=== Exercise description ===
Among the entries that follow, find every line with the word "linecap" and copy it.

[[ Exercise materials open ]]

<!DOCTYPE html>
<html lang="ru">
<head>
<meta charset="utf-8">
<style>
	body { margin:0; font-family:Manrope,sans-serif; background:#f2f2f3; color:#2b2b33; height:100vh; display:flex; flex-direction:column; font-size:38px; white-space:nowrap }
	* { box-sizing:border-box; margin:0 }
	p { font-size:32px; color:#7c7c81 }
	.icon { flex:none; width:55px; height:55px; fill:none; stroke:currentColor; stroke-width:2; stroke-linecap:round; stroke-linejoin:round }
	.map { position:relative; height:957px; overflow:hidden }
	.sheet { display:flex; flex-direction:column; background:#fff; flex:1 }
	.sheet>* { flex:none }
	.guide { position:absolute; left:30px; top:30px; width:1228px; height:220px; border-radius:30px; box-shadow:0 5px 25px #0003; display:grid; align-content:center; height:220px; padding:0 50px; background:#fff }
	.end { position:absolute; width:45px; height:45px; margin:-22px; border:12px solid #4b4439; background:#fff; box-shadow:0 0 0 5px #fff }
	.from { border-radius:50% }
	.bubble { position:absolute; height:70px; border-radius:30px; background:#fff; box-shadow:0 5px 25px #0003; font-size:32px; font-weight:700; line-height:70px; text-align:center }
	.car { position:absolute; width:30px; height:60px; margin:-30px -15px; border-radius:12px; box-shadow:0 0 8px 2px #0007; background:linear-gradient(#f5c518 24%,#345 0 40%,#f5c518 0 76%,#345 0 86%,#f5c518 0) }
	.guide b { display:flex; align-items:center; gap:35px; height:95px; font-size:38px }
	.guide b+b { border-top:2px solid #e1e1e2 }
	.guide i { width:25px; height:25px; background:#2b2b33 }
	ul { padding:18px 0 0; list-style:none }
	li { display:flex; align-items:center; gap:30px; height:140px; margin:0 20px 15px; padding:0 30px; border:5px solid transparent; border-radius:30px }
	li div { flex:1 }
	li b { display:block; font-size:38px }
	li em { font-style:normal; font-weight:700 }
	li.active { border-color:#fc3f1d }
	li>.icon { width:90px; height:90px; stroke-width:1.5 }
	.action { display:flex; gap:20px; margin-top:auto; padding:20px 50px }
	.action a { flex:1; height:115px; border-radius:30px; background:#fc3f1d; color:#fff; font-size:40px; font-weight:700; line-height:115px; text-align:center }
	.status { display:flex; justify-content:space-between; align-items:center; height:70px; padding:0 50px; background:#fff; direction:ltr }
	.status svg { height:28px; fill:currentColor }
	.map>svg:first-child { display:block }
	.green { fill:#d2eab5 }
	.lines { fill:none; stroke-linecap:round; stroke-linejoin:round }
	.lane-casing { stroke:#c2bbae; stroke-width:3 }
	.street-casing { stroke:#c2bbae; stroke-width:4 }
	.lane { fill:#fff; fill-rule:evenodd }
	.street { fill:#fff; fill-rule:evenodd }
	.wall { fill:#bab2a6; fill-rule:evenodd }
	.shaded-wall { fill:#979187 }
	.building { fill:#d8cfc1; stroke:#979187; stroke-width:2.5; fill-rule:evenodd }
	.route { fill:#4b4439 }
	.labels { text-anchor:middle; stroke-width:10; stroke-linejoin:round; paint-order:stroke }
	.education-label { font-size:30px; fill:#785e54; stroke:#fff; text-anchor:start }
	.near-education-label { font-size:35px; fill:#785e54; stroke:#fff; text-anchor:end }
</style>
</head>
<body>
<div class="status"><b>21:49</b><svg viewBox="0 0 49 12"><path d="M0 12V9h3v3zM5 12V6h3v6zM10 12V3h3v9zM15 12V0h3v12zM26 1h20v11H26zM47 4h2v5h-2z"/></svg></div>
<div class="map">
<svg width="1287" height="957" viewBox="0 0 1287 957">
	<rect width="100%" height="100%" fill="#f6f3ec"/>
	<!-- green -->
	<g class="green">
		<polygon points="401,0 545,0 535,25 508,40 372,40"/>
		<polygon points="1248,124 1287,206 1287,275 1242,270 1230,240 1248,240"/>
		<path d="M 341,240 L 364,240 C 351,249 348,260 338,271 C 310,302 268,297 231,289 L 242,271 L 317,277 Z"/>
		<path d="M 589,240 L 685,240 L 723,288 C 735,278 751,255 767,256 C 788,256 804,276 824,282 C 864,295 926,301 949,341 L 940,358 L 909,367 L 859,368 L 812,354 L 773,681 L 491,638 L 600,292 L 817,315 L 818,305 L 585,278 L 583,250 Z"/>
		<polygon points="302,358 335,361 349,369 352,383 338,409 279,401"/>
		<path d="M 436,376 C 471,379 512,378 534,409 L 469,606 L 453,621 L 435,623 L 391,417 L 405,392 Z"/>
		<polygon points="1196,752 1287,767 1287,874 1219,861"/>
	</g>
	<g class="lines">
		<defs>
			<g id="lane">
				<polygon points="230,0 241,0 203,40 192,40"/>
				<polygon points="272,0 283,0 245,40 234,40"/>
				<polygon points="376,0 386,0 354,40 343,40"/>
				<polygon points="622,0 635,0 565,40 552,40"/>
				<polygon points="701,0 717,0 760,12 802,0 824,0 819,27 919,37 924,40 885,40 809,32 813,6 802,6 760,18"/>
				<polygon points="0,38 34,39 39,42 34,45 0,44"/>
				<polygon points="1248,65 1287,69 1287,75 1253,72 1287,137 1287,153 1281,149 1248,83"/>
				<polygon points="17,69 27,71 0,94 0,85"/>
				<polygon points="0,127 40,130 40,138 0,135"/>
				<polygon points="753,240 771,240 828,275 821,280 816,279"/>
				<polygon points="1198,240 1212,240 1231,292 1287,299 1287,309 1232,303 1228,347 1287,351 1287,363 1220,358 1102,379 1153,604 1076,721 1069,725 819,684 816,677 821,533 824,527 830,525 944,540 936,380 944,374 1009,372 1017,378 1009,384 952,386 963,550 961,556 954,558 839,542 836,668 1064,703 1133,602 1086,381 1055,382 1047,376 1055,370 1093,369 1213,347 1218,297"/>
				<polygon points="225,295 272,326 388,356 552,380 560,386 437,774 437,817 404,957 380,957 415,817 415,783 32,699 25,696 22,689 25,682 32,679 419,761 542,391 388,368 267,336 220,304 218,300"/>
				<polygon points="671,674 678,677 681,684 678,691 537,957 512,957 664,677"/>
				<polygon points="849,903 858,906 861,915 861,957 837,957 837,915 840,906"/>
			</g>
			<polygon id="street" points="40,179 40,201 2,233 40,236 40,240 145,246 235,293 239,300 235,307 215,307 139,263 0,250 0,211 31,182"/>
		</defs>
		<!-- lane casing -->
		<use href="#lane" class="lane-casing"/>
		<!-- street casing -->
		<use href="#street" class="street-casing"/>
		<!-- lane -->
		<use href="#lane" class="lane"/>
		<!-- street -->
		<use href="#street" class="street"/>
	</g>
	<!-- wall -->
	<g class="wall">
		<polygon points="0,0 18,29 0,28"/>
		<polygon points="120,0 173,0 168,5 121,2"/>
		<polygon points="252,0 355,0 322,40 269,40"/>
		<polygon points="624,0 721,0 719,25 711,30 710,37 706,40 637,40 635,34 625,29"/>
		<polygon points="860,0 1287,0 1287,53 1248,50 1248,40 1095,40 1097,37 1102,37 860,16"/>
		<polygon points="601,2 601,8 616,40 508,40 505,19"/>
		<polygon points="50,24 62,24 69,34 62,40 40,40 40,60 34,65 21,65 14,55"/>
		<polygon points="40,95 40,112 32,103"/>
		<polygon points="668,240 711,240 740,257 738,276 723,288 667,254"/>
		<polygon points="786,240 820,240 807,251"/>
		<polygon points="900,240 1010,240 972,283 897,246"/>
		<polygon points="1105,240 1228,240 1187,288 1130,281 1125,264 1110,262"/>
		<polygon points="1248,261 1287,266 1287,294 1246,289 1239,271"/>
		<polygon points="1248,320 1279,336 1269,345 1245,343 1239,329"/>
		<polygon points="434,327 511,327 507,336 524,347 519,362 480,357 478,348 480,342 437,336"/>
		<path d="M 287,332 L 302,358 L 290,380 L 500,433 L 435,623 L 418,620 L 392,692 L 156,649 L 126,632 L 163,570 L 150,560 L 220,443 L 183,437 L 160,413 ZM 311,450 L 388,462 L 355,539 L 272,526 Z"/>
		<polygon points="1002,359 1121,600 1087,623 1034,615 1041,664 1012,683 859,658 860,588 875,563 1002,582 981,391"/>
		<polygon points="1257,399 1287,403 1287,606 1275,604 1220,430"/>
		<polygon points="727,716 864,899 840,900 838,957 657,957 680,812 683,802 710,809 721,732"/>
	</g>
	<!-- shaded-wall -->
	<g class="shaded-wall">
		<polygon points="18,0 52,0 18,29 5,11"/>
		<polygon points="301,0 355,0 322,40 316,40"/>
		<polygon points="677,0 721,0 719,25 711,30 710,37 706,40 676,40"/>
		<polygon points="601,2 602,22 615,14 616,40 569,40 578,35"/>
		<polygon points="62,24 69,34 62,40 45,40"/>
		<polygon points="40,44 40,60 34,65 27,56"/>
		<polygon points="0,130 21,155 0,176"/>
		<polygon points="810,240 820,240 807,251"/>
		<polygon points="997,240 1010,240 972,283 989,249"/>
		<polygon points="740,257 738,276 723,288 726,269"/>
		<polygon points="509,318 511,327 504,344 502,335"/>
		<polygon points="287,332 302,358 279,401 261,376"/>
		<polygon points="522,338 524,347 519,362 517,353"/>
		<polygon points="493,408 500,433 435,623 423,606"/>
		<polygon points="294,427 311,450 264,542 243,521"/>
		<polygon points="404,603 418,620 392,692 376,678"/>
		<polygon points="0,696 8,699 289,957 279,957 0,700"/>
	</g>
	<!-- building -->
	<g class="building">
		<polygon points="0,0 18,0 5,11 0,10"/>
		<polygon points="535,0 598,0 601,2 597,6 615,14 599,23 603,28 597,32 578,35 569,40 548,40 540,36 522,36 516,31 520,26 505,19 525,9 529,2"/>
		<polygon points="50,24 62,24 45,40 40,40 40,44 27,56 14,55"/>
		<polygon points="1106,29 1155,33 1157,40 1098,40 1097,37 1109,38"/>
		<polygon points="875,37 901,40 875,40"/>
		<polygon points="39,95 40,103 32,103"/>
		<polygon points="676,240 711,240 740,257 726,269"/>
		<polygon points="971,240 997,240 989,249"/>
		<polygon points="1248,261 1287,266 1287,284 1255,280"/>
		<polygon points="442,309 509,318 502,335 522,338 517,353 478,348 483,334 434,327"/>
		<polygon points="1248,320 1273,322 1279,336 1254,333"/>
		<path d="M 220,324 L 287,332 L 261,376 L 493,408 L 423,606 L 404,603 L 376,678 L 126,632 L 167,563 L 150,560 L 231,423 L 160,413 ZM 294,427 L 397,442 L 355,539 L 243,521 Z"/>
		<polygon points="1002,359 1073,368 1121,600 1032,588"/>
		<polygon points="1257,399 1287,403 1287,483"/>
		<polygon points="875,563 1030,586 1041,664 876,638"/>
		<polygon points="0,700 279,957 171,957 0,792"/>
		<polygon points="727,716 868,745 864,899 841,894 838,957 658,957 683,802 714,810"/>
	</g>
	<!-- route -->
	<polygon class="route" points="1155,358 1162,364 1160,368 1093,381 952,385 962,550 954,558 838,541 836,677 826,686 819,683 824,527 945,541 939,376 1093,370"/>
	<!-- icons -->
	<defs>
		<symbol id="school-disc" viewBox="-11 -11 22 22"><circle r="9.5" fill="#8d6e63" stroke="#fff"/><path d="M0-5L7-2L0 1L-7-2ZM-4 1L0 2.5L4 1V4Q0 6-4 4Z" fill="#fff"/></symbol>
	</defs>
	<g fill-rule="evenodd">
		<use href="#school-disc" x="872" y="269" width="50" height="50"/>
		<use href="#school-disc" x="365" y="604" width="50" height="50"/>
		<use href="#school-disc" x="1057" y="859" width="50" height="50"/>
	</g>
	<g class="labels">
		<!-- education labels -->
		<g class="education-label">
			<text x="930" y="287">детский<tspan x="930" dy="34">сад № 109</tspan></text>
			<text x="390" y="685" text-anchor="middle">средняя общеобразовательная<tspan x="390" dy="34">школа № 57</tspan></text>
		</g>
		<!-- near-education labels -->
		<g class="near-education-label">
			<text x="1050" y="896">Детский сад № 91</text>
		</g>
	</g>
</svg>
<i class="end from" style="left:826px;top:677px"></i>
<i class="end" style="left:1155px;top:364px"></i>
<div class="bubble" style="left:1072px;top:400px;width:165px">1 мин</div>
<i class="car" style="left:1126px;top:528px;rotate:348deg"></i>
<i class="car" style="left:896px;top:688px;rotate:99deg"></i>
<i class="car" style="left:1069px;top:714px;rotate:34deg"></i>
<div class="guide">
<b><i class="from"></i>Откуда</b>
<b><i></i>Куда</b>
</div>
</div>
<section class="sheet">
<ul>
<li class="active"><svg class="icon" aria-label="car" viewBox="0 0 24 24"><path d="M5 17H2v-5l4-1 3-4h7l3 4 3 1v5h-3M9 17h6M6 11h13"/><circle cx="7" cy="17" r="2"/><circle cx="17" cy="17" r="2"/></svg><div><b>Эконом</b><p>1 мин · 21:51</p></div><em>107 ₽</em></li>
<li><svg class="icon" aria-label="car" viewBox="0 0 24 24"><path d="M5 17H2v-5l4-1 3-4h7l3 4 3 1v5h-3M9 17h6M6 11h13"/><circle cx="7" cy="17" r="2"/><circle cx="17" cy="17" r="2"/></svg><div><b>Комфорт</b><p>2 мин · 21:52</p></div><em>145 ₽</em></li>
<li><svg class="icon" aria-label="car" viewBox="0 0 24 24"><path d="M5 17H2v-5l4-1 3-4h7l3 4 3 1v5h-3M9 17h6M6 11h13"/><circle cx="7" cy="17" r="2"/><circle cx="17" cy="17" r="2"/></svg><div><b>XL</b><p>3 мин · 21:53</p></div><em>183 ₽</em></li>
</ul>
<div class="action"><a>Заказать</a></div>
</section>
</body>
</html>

[[ Exercise materials closed ]]

=== Result below ===
	.icon { flex:none; width:55px; height:55px; fill:none; stroke:currentColor; stroke-width:2; stroke-linecap:round; stroke-linejoin:round }
	.lines { fill:none; stroke-linecap:round; stroke-linejoin:round }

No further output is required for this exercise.